There were 170 households, out of which 23.5% had children under the age of 18 living with them, 67.1% were married couples living together, 7.6% had a female householder with no husband present, and 21.2% were non-families. 18.8% of all households were made up of individuals, and 9.4% had someone living alone who was 65 years of age or older. The average household size was 2.47 and the average family size was 2.75.

In the town, the population was spread out, with 21.7% under the age of 18, 4.8% from 18 to 24, 25.7% from 25 to 44, 27.1% from 45 to 64, and 20.7% who were 65 years of age or older. The median age was 44 years. For every 100 females, there were 102.9 males. For every 100 females age 18 and over, there were 101.8 males.

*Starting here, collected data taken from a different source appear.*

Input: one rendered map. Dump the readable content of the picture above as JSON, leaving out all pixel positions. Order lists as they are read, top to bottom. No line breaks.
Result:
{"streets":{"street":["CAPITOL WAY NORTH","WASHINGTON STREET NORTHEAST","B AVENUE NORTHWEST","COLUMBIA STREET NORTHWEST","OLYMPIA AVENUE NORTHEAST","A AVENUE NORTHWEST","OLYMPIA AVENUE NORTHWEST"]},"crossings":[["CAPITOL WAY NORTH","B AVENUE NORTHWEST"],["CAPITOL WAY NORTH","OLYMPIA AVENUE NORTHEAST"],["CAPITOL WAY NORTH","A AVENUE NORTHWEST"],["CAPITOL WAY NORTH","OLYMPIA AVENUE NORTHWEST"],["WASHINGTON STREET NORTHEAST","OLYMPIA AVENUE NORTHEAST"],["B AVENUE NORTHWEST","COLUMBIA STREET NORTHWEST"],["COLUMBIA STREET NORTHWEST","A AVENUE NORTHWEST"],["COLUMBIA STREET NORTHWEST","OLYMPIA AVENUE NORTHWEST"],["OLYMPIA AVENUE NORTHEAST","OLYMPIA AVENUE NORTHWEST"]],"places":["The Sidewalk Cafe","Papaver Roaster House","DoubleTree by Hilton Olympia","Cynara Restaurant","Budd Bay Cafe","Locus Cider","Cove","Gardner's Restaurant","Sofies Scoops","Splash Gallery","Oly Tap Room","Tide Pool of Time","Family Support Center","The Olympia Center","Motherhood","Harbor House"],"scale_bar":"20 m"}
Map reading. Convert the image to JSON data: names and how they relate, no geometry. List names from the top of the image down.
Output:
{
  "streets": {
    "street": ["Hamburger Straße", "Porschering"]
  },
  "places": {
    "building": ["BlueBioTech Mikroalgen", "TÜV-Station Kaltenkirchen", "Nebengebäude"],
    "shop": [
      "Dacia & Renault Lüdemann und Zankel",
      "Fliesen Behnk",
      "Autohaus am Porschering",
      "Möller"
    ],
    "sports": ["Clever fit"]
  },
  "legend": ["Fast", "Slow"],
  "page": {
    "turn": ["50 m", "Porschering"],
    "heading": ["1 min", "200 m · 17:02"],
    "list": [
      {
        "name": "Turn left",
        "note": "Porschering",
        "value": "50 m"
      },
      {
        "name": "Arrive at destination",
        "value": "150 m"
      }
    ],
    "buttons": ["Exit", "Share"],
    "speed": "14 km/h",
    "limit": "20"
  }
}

The median income for a household in the town was $28,409, and the median income for a family was $33,393. Males had a median income of $27,500 versus $25,000 for females. The per capita income for the town was $14,792. About 12.3% of families and 12.8% of the population were below the poverty line, including 14.6% of those under age 18 and 15.1% of those age 65 or over.

==Education==
It is in Maine School Administrative District 30. It operates Lee/Winn Elementary School in Winn and Mount Jefferson Junior High School in Lee. MASD 30 does not operate a high school, but instead pays Lee Academy in Lee to educate its students at the high school level.